WHAT TO DO: Collect each line of the records containing the string "nowrap".

DATA FOR THIS TASK:
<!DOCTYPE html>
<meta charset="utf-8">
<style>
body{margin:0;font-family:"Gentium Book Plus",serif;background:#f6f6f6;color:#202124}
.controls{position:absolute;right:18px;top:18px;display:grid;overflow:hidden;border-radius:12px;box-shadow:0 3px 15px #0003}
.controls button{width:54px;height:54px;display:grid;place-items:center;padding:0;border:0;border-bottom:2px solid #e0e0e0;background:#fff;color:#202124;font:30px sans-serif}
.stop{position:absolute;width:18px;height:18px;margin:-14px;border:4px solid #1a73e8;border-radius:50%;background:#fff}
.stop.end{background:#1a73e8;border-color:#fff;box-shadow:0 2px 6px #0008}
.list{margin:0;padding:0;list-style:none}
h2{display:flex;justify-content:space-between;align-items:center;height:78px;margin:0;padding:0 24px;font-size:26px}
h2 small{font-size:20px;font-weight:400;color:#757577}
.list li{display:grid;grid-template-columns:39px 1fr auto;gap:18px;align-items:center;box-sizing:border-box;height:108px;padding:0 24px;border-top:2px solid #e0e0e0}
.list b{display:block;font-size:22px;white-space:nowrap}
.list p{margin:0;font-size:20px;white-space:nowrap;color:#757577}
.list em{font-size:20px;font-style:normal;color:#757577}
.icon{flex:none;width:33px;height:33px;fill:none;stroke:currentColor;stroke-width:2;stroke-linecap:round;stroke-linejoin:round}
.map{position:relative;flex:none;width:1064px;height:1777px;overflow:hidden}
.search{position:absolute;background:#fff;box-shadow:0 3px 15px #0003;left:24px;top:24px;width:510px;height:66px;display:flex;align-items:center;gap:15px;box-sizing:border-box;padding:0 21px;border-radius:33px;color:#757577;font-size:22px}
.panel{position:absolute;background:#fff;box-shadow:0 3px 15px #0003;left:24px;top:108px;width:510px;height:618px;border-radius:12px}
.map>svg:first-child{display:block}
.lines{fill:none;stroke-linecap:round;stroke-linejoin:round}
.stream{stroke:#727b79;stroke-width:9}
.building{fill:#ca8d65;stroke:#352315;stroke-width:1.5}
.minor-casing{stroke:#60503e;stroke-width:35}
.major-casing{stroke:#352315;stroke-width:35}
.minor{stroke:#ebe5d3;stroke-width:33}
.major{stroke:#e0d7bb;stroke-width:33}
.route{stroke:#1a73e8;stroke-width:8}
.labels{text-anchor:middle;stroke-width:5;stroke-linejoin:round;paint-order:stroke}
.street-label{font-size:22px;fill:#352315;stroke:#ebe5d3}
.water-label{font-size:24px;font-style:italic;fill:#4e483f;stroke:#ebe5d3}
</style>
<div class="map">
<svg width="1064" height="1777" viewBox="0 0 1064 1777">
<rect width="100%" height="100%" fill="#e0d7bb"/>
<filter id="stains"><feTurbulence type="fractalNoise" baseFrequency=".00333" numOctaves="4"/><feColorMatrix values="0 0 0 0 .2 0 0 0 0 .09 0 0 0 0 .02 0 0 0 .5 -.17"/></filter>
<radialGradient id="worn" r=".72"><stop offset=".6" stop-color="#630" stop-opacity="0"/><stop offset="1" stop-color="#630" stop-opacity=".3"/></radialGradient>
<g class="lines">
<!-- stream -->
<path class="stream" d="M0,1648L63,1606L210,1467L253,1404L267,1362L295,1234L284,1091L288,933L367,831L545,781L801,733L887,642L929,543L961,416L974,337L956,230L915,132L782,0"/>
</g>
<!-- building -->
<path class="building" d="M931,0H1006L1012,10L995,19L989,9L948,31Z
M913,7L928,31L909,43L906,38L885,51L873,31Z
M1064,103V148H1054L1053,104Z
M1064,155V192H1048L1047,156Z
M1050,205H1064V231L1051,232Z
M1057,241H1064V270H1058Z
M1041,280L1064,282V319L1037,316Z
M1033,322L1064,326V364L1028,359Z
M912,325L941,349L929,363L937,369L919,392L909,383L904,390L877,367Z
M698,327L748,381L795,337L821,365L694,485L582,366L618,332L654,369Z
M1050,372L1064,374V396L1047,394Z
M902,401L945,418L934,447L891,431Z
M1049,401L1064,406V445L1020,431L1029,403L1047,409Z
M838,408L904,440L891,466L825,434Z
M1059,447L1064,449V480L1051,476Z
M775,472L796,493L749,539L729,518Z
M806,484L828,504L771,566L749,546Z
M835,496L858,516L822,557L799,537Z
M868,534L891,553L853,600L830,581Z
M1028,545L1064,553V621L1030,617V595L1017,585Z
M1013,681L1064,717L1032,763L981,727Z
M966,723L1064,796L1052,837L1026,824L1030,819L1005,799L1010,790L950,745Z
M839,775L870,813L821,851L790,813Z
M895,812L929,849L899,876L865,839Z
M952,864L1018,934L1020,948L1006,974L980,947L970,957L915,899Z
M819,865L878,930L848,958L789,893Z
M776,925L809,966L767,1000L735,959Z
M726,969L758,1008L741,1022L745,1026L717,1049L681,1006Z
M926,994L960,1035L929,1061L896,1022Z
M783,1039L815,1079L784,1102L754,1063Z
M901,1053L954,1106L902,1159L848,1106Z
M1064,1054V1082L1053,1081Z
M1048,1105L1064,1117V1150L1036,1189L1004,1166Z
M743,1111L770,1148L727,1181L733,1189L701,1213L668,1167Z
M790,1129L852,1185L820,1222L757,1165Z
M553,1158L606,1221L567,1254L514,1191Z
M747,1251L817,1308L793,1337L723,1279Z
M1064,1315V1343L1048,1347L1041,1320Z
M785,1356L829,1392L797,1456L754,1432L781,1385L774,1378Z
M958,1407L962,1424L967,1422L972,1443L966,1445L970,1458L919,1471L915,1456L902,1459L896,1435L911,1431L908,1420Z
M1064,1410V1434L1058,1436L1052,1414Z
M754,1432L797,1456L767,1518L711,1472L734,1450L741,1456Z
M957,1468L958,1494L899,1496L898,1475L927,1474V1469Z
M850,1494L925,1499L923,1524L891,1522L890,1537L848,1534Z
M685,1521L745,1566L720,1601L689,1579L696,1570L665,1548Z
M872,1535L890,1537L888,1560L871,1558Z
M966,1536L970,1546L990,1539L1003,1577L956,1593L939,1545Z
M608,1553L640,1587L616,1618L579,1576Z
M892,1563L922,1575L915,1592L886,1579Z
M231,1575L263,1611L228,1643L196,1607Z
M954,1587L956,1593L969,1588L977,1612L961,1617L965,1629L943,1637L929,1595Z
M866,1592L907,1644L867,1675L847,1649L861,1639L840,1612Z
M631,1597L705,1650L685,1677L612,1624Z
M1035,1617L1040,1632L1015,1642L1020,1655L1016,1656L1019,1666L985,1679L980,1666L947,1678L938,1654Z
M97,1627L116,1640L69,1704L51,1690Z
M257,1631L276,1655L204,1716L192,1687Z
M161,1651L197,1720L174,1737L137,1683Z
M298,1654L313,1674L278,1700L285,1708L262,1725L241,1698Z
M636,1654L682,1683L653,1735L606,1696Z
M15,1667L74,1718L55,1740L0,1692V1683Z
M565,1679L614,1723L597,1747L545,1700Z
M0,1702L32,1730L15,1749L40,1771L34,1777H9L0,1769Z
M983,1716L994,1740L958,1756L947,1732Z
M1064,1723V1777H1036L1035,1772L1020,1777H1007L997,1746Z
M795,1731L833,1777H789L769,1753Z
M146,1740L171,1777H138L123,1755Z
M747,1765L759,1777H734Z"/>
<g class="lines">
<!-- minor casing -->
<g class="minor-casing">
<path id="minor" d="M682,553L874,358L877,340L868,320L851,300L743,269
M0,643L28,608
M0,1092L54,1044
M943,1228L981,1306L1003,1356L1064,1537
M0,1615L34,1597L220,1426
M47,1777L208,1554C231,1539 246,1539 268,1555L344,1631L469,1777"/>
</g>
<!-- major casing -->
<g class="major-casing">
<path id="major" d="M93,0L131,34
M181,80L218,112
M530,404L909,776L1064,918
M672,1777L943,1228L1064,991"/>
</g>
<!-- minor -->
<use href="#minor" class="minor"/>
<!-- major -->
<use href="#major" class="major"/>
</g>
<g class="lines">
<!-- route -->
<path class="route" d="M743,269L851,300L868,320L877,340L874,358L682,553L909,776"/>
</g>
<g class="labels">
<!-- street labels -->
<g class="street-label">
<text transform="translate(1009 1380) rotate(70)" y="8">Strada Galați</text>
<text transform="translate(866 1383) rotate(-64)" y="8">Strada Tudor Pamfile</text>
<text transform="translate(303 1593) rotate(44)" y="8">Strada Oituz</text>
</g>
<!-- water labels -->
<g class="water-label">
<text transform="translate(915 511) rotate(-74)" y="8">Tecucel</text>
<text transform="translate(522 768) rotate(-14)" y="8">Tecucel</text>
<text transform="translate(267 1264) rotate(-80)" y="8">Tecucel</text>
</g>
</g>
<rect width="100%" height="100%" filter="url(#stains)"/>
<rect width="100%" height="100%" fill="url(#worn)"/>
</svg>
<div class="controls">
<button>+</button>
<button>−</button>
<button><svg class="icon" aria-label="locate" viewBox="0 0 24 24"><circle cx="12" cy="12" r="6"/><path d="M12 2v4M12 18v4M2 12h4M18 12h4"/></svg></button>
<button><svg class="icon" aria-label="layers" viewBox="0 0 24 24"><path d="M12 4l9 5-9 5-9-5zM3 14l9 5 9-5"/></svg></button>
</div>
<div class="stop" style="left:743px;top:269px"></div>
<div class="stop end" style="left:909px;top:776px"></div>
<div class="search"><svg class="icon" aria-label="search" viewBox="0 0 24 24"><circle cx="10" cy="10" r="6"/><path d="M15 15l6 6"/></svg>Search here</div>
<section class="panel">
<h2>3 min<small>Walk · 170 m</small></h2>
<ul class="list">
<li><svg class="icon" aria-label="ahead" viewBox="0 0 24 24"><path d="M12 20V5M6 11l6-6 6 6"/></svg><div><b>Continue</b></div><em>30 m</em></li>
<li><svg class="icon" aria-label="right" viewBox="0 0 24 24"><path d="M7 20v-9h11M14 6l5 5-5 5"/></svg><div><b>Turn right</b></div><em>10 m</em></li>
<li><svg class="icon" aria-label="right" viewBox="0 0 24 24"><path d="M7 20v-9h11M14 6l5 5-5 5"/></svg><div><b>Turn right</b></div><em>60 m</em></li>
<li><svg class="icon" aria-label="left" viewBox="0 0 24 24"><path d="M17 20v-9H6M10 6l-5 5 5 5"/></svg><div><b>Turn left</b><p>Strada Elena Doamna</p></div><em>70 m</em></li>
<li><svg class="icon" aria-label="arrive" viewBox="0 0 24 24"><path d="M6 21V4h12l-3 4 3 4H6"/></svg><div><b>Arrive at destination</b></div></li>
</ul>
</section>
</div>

REPLY TO THE TASK:
.list b{display:block;font-size:22px;white-space:nowrap}
.list p{margin:0;font-size:20px;white-space:nowrap;color:#757577}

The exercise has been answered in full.